Below are lines of data; restate word for word those running from the line containing "M 258,208 L" to the line containing "43,312 L 82,307", inclusive, and no others.

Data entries
>>>>>

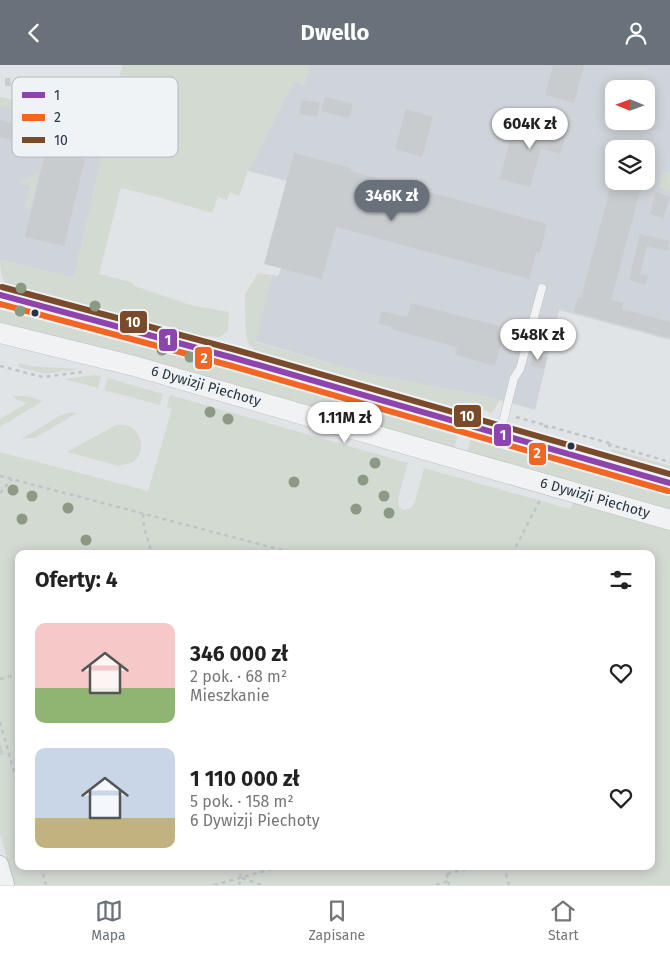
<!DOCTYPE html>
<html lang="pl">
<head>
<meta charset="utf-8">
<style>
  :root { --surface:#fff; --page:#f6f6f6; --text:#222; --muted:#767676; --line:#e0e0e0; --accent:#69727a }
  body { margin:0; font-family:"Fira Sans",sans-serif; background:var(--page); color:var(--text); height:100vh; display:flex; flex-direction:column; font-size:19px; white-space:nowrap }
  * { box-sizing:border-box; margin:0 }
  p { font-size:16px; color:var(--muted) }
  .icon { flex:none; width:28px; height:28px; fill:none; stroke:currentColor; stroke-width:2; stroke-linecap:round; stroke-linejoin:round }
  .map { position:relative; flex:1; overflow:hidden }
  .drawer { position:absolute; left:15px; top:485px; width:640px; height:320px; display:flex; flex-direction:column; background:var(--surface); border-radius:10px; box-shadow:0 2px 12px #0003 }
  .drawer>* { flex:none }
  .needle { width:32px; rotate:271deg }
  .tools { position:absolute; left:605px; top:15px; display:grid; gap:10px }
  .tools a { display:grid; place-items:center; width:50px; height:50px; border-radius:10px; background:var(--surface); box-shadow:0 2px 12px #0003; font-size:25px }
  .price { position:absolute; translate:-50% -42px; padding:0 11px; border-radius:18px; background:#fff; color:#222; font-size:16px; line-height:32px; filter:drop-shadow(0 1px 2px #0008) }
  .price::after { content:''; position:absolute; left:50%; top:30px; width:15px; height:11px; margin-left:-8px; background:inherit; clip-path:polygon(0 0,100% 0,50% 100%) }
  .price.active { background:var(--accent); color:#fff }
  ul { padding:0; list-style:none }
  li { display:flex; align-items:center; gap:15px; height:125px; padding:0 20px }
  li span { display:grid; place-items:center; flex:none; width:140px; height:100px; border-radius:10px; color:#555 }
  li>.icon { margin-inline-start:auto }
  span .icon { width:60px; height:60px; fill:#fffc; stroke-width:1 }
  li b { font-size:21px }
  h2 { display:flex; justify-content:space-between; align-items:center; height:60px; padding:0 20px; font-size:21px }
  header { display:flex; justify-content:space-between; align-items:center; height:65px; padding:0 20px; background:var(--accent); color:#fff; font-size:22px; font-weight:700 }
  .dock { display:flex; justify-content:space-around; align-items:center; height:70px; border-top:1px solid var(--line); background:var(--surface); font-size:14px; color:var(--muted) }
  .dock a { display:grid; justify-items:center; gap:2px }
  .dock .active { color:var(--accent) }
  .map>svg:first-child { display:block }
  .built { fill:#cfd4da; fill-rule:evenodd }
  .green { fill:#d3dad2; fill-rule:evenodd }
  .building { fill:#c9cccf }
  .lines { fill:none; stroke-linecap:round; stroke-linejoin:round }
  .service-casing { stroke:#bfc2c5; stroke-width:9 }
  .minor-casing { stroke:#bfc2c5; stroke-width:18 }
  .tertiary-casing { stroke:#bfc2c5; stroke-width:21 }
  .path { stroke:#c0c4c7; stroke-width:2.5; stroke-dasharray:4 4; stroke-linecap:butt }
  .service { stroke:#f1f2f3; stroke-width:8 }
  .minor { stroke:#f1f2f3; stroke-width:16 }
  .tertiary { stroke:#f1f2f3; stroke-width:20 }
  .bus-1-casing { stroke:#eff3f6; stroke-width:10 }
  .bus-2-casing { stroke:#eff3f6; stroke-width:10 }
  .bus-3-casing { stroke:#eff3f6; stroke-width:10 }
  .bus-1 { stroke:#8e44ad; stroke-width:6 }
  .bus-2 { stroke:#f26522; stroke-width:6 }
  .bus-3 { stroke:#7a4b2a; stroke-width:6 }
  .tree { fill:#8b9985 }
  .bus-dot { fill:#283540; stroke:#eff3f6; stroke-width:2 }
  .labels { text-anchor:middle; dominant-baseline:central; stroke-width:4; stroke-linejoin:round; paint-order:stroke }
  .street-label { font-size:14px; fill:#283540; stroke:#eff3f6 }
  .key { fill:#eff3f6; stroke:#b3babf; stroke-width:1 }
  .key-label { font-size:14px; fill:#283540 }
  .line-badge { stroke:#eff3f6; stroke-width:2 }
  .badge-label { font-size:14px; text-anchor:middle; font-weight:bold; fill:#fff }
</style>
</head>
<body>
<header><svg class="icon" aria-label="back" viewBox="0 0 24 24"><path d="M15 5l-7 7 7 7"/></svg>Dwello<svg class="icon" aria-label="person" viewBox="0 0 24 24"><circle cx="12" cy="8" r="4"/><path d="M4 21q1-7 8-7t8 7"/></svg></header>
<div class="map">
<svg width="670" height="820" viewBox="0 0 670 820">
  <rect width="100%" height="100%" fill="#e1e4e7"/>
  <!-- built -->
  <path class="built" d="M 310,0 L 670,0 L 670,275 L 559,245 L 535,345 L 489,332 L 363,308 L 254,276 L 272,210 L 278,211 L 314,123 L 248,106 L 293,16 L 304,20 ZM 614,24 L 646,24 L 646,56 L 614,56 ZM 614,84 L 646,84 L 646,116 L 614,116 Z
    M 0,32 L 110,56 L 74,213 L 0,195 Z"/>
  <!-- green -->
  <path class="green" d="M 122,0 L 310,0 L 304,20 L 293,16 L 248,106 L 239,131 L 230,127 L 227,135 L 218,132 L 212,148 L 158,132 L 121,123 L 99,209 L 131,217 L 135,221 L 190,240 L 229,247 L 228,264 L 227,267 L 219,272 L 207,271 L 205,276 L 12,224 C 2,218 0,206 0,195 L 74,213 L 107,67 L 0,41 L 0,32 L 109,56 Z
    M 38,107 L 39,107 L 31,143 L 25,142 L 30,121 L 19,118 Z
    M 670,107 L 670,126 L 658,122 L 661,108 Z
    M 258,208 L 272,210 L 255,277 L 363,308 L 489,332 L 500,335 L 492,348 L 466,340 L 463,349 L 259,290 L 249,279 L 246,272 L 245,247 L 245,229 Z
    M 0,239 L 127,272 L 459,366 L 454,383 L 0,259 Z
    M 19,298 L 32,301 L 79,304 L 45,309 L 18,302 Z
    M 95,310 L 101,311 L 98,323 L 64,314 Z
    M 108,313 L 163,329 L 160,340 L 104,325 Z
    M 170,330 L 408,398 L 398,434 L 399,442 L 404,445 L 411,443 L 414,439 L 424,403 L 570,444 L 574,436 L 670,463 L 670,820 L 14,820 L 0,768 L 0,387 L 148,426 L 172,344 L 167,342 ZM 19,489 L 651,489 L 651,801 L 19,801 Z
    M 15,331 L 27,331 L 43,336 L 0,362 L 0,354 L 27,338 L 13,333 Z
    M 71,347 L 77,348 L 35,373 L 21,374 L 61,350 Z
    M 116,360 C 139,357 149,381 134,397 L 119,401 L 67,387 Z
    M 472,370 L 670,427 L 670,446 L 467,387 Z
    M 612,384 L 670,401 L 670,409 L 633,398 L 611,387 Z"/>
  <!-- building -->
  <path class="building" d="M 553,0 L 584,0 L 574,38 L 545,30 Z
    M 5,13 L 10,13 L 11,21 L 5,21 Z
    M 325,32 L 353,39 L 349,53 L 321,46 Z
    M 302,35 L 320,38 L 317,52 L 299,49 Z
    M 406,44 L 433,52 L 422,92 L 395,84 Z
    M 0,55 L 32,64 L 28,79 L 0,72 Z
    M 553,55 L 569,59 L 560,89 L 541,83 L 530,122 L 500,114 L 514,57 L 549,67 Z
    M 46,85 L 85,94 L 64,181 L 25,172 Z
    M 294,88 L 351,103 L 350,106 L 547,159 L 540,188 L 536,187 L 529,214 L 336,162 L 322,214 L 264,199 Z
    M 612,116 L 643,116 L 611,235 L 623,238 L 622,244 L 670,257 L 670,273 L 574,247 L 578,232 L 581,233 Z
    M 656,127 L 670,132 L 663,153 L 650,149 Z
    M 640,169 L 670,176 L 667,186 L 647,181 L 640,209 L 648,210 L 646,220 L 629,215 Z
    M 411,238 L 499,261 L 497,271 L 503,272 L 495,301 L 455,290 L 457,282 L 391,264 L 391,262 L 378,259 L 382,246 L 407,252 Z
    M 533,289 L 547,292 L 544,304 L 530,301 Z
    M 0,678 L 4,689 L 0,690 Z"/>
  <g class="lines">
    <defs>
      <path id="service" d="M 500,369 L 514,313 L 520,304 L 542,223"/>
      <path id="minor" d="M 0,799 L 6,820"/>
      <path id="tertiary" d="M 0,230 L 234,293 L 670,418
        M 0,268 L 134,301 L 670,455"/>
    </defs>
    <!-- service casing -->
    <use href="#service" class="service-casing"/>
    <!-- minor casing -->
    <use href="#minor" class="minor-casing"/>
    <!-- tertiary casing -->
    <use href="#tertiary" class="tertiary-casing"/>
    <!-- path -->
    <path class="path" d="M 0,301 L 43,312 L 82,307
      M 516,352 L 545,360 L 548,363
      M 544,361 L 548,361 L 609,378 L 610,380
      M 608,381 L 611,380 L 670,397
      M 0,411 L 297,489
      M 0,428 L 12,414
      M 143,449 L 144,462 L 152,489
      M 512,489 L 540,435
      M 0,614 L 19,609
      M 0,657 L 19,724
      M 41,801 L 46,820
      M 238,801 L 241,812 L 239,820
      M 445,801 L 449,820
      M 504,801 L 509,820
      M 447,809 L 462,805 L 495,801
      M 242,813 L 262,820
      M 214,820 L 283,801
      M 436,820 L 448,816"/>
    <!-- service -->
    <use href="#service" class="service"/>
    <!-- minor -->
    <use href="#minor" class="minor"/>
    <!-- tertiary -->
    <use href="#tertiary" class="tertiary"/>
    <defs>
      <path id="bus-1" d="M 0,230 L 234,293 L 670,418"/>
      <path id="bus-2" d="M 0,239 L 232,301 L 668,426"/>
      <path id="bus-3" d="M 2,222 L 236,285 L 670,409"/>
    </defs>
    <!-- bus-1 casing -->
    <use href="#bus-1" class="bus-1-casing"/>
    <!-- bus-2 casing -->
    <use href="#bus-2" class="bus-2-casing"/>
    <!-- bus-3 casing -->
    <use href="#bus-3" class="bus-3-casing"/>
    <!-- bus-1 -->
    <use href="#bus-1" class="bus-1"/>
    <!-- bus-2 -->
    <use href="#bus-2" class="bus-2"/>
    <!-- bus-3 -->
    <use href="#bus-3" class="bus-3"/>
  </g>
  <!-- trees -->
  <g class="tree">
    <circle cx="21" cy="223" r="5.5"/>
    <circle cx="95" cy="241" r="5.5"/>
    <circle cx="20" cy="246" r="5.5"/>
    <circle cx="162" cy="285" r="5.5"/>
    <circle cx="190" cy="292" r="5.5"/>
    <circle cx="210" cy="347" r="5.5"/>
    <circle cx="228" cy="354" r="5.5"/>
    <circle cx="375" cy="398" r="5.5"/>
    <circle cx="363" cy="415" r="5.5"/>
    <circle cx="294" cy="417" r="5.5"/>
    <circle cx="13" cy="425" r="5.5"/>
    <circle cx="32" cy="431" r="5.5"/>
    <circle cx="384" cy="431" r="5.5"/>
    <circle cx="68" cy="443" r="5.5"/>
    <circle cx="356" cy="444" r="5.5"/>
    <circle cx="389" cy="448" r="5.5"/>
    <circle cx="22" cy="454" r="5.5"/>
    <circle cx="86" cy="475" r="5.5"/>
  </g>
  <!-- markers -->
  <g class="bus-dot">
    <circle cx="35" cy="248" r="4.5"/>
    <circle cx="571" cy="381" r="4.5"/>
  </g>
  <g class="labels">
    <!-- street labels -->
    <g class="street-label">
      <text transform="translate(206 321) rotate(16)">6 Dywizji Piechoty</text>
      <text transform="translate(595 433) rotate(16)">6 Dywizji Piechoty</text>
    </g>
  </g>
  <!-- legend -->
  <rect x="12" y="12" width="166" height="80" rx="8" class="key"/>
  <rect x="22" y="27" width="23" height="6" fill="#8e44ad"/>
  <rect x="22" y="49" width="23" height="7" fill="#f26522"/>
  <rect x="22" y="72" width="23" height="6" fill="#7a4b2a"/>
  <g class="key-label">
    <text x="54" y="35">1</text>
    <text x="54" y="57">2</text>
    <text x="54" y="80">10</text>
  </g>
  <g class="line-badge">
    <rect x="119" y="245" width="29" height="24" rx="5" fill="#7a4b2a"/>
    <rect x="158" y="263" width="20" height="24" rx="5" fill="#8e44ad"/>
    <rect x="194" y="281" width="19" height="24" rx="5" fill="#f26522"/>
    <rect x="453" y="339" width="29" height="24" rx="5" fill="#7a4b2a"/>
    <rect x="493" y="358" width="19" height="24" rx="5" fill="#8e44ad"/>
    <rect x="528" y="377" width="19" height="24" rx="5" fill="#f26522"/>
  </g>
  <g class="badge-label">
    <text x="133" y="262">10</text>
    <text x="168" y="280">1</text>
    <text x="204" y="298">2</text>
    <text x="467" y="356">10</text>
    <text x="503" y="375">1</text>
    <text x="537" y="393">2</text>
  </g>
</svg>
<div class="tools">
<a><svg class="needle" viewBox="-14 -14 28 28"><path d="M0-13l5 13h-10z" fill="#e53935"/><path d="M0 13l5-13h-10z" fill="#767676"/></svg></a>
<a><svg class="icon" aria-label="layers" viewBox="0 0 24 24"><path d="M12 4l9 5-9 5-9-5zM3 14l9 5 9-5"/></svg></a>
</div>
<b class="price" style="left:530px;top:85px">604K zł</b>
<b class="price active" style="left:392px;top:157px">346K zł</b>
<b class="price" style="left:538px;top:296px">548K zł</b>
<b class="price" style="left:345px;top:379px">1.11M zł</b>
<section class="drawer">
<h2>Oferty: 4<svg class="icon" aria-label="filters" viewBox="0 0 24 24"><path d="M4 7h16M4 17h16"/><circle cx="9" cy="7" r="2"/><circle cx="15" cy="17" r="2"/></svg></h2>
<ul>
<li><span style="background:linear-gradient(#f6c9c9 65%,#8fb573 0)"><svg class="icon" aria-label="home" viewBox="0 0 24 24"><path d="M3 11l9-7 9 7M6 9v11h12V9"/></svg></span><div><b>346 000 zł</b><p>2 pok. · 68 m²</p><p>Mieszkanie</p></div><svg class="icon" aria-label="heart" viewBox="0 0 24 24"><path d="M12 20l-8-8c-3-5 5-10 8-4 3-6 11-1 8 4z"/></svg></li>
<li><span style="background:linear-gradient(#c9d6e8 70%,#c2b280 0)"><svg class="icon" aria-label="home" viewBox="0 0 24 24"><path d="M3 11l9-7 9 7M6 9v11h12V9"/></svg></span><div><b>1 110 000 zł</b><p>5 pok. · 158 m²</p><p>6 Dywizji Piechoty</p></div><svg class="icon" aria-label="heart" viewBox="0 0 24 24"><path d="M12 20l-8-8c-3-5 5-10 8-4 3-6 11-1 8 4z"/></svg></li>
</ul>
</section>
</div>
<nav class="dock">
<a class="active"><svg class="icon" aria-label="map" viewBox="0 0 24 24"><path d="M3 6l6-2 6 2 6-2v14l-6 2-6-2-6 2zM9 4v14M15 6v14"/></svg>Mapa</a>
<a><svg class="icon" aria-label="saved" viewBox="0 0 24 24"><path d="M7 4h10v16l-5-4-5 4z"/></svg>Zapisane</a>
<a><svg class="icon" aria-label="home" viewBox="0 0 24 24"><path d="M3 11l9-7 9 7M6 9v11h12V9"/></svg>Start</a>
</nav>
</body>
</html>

<<<<<

- **ANSWER TO THE EXERCISE**:
    M 258,208 L 272,210 L 255,277 L 363,308 L 489,332 L 500,335 L 492,348 L 466,340 L 463,349 L 259,290 L 249,279 L 246,272 L 245,247 L 245,229 Z
    M 0,239 L 127,272 L 459,366 L 454,383 L 0,259 Z
    M 19,298 L 32,301 L 79,304 L 45,309 L 18,302 Z
    M 95,310 L 101,311 L 98,323 L 64,314 Z
    M 108,313 L 163,329 L 160,340 L 104,325 Z
    M 170,330 L 408,398 L 398,434 L 399,442 L 404,445 L 411,443 L 414,439 L 424,403 L 570,444 L 574,436 L 670,463 L 670,820 L 14,820 L 0,768 L 0,387 L 148,426 L 172,344 L 167,342 ZM 19,489 L 651,489 L 651,801 L 19,801 Z
    M 15,331 L 27,331 L 43,336 L 0,362 L 0,354 L 27,338 L 13,333 Z
    M 71,347 L 77,348 L 35,373 L 21,374 L 61,350 Z
    M 116,360 C 139,357 149,381 134,397 L 119,401 L 67,387 Z
    M 472,370 L 670,427 L 670,446 L 467,387 Z
    M 612,384 L 670,401 L 670,409 L 633,398 L 611,387 Z"/>
  <!-- building -->
  <path class="building" d="M 553,0 L 584,0 L 574,38 L 545,30 Z
    M 5,13 L 10,13 L 11,21 L 5,21 Z
    M 325,32 L 353,39 L 349,53 L 321,46 Z
    M 302,35 L 320,38 L 317,52 L 299,49 Z
    M 406,44 L 433,52 L 422,92 L 395,84 Z
    M 0,55 L 32,64 L 28,79 L 0,72 Z
    M 553,55 L 569,59 L 560,89 L 541,83 L 530,122 L 500,114 L 514,57 L 549,67 Z
    M 46,85 L 85,94 L 64,181 L 25,172 Z
    M 294,88 L 351,103 L 350,106 L 547,159 L 540,188 L 536,187 L 529,214 L 336,162 L 322,214 L 264,199 Z
    M 612,116 L 643,116 L 611,235 L 623,238 L 622,244 L 670,257 L 670,273 L 574,247 L 578,232 L 581,233 Z
    M 656,127 L 670,132 L 663,153 L 650,149 Z
    M 640,169 L 670,176 L 667,186 L 647,181 L 640,209 L 648,210 L 646,220 L 629,215 Z
    M 411,238 L 499,261 L 497,271 L 503,272 L 495,301 L 455,290 L 457,282 L 391,264 L 391,262 L 378,259 L 382,246 L 407,252 Z
    M 533,289 L 547,292 L 544,304 L 530,301 Z
    M 0,678 L 4,689 L 0,690 Z"/>
  <g class="lines">
    <defs>
      <path id="service" d="M 500,369 L 514,313 L 520,304 L 542,223"/>
      <path id="minor" d="M 0,799 L 6,820"/>
      <path id="tertiary" d="M 0,230 L 234,293 L 670,418
        M 0,268 L 134,301 L 670,455"/>
    </defs>
    <!-- service casing -->
    <use href="#service" class="service-casing"/>
    <!-- minor casing -->
    <use href="#minor" class="minor-casing"/>
    <!-- tertiary casing -->
    <use href="#tertiary" class="tertiary-casing"/>
    <!-- path -->
    <path class="path" d="M 0,301 L 43,312 L 82,307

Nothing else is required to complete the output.